Input data:

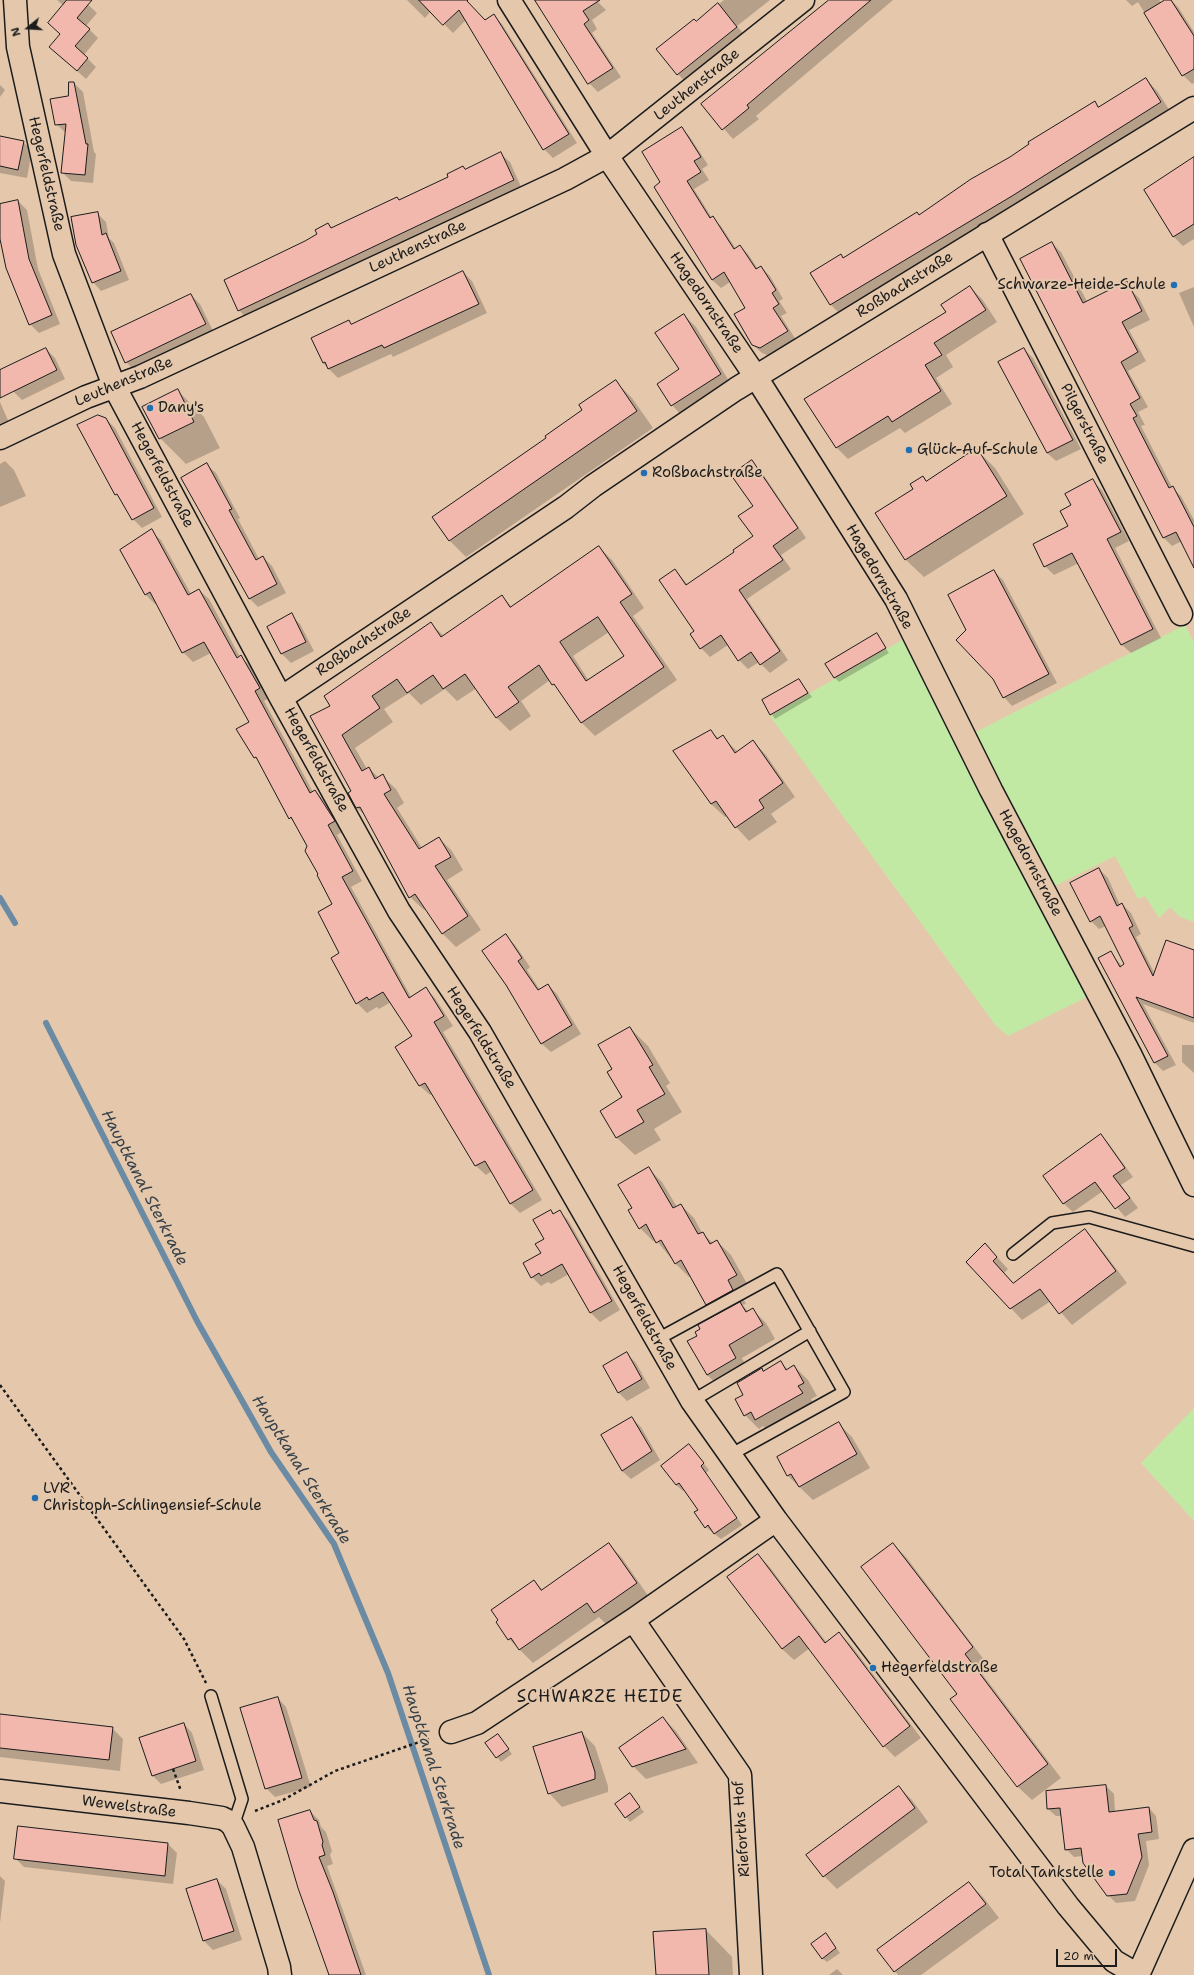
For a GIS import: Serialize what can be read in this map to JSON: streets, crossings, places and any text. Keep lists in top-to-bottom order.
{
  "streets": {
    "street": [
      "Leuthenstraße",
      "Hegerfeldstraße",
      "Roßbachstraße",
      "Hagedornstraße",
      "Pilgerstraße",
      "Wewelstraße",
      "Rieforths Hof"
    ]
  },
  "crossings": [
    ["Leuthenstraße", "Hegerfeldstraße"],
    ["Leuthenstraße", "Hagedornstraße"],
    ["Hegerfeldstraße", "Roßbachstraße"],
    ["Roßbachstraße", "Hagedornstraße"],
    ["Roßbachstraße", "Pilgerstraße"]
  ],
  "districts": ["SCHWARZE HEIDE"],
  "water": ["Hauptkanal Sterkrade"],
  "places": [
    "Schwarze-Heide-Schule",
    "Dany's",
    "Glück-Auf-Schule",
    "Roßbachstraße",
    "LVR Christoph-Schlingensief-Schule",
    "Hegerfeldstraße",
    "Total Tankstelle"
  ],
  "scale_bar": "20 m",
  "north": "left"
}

Task brief:
Transcribe the listing in full and omit the pictures.

Reply to the task:
For a GIS import: Serialize what can be read in this map to JSON: streets, crossings, places and any text. Keep lists in top-to-bottom order.
{
  "streets": {
    "street": [
      "Leuthenstraße",
      "Hegerfeldstraße",
      "Roßbachstraße",
      "Hagedornstraße",
      "Pilgerstraße",
      "Wewelstraße",
      "Rieforths Hof"
    ]
  },
  "crossings": [
    ["Leuthenstraße", "Hegerfeldstraße"],
    ["Leuthenstraße", "Hagedornstraße"],
    ["Hegerfeldstraße", "Roßbachstraße"],
    ["Roßbachstraße", "Hagedornstraße"],
    ["Roßbachstraße", "Pilgerstraße"]
  ],
  "districts": ["SCHWARZE HEIDE"],
  "water": ["Hauptkanal Sterkrade"],
  "places": [
    "Schwarze-Heide-Schule",
    "Dany's",
    "Glück-Auf-Schule",
    "Roßbachstraße",
    "LVR Christoph-Schlingensief-Schule",
    "Hegerfeldstraße",
    "Total Tankstelle"
  ],
  "scale_bar": "20 m",
  "north": "left"
}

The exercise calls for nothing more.